§ DIRECTIONS:
Scan the data for "position" and copy the lines it appears in.

Dataset items:
'''

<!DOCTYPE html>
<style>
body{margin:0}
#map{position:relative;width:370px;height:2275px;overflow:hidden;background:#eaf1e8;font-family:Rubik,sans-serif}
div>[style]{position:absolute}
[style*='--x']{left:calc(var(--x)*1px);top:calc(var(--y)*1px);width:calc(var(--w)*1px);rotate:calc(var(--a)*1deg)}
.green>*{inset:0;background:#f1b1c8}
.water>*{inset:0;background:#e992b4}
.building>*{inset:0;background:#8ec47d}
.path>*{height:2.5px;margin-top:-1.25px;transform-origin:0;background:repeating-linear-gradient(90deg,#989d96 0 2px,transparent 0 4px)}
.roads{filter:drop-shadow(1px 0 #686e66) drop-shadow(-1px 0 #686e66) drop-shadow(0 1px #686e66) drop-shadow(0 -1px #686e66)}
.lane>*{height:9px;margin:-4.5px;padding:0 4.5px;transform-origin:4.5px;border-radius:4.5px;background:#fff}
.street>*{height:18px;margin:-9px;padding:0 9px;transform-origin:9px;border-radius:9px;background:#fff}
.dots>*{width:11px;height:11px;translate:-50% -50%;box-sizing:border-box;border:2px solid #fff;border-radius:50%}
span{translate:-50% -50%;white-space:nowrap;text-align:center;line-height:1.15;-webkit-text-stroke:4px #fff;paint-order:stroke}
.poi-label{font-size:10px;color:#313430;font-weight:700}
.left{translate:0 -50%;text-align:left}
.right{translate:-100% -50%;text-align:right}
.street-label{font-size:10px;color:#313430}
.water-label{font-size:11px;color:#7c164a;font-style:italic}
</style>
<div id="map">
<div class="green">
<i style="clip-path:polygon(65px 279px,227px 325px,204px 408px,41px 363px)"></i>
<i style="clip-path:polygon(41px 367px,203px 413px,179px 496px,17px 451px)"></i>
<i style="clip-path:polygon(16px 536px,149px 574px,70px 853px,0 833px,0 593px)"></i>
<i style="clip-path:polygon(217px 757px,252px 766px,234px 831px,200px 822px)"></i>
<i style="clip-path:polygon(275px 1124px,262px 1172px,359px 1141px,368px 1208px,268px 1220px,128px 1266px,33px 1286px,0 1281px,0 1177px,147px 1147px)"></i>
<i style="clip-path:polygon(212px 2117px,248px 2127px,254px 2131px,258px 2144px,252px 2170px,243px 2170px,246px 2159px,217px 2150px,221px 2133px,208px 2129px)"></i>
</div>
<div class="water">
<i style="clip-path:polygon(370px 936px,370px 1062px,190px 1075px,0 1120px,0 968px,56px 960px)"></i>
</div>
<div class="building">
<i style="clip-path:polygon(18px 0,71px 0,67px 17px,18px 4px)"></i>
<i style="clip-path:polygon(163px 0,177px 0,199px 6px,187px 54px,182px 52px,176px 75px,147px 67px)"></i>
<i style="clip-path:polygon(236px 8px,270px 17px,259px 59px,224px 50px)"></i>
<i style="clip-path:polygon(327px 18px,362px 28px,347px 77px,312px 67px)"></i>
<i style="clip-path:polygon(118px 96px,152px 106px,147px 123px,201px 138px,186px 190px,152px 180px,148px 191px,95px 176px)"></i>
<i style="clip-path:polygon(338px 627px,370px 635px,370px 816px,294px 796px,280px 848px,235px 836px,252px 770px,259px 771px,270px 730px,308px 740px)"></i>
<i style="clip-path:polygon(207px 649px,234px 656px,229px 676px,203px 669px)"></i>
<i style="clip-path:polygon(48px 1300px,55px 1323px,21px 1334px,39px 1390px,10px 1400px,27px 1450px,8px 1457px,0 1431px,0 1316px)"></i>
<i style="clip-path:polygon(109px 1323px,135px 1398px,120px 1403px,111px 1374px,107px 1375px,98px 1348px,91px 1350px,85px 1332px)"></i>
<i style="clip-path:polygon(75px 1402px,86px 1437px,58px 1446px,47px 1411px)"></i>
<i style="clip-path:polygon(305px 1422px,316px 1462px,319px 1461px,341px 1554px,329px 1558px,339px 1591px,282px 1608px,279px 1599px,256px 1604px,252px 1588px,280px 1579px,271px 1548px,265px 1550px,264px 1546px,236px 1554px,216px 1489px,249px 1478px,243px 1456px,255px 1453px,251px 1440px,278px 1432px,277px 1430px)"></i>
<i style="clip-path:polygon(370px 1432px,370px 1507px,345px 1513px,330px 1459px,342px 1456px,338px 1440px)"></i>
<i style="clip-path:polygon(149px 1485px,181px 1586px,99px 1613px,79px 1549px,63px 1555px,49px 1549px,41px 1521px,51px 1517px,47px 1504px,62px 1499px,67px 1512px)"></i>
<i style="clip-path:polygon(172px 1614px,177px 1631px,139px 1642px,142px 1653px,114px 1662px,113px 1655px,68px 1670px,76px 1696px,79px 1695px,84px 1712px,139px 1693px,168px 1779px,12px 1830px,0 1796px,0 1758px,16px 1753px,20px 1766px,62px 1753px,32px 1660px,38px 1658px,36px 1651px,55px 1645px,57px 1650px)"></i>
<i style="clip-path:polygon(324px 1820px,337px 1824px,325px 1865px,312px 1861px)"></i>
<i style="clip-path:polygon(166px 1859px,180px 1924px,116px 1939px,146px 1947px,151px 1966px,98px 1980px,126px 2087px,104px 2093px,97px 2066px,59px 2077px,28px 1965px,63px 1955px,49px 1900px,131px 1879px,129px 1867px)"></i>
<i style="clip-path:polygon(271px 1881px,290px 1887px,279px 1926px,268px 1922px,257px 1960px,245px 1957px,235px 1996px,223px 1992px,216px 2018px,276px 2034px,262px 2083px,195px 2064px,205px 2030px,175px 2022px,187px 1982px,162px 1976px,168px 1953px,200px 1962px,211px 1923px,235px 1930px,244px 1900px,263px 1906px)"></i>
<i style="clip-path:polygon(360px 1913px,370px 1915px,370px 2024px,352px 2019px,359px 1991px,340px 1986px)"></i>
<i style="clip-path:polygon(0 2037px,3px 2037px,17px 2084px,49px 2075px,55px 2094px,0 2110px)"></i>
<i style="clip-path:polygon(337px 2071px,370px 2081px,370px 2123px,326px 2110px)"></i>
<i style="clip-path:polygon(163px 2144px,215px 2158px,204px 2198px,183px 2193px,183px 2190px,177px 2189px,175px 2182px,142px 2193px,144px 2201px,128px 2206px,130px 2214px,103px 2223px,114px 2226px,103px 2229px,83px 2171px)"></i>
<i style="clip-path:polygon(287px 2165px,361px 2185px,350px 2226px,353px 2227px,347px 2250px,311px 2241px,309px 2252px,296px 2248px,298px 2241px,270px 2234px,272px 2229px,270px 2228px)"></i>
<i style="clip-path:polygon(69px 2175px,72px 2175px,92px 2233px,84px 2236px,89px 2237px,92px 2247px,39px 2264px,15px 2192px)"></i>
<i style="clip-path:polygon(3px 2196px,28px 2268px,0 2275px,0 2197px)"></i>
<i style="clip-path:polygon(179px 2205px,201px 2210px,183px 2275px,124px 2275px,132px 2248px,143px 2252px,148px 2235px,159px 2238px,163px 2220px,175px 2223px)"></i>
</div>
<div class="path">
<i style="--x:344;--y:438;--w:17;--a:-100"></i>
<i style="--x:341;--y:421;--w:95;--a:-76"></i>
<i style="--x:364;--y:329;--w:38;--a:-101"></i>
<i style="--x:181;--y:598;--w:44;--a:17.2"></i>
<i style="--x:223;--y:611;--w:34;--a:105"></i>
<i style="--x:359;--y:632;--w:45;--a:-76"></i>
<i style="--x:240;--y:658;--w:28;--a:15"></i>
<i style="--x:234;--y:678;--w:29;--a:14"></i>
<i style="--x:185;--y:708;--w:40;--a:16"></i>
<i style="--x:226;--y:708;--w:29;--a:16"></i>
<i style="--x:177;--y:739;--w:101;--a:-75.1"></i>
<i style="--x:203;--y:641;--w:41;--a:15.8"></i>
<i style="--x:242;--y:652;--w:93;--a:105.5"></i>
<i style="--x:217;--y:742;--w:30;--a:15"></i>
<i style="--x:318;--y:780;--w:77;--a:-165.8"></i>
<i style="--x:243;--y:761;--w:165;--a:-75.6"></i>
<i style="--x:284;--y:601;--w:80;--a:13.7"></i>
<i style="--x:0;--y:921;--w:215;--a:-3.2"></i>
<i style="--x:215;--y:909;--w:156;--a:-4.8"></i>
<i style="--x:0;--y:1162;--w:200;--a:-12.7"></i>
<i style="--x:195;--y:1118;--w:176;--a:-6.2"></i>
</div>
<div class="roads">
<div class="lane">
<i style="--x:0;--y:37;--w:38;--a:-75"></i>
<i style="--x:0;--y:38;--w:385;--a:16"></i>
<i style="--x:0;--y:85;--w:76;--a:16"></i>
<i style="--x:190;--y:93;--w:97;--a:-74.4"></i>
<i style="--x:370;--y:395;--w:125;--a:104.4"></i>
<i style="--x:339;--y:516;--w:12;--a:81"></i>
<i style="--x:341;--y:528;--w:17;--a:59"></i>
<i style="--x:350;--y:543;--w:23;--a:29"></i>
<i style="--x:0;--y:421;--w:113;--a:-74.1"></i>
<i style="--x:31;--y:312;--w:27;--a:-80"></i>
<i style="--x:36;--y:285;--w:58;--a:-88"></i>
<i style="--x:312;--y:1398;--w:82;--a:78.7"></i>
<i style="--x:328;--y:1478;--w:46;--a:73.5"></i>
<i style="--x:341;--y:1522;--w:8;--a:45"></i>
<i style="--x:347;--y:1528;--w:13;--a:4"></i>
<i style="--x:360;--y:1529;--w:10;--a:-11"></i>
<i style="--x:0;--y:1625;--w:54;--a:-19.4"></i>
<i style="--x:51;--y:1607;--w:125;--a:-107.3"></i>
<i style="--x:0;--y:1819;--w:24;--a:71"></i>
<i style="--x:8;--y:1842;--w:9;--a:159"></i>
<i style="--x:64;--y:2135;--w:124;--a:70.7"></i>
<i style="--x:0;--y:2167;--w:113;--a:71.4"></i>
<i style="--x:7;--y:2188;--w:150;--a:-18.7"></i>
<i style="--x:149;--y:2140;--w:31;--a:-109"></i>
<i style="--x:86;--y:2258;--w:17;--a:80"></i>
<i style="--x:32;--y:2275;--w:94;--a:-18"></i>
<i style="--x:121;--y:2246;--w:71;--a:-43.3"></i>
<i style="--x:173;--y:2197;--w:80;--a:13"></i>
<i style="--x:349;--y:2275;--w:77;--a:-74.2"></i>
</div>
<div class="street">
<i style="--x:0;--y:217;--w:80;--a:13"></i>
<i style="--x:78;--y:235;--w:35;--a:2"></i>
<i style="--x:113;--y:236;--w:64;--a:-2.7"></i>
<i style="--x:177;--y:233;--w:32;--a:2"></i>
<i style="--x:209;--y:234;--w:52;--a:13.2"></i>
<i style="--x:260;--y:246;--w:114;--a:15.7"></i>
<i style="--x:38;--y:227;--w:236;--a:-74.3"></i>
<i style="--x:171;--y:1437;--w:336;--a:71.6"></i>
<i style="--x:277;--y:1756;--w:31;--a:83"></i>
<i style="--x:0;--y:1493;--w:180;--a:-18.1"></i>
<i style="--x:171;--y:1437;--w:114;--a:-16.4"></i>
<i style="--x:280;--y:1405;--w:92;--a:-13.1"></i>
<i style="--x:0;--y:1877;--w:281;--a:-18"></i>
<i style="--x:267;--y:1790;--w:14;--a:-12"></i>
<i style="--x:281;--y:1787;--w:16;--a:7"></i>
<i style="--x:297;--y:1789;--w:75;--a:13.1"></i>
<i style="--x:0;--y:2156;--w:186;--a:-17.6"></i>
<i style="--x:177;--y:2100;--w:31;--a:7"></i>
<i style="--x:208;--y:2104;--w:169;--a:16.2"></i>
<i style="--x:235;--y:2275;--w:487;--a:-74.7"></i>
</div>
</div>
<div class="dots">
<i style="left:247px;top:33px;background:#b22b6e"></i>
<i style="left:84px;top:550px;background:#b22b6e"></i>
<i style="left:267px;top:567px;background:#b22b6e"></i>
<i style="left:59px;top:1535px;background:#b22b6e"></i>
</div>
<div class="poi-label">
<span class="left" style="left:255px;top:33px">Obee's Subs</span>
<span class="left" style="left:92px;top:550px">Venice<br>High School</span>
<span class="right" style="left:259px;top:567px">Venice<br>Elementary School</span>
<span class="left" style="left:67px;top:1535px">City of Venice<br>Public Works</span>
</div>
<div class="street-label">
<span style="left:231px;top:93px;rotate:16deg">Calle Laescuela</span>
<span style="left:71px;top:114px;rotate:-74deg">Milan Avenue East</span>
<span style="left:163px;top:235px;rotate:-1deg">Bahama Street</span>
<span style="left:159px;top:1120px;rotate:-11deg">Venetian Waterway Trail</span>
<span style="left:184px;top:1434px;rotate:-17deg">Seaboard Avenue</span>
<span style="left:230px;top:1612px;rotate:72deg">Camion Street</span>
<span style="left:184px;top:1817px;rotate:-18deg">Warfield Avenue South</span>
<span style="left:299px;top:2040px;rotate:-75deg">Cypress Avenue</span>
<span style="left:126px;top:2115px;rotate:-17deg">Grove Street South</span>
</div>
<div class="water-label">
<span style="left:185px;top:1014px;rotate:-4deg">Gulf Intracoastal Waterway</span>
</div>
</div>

'''

§ OUTPUT BELOW:
#map{position:relative;width:370px;height:2275px;overflow:hidden;background:#eaf1e8;font-family:Rubik,sans-serif}
div>[style]{position:absolute}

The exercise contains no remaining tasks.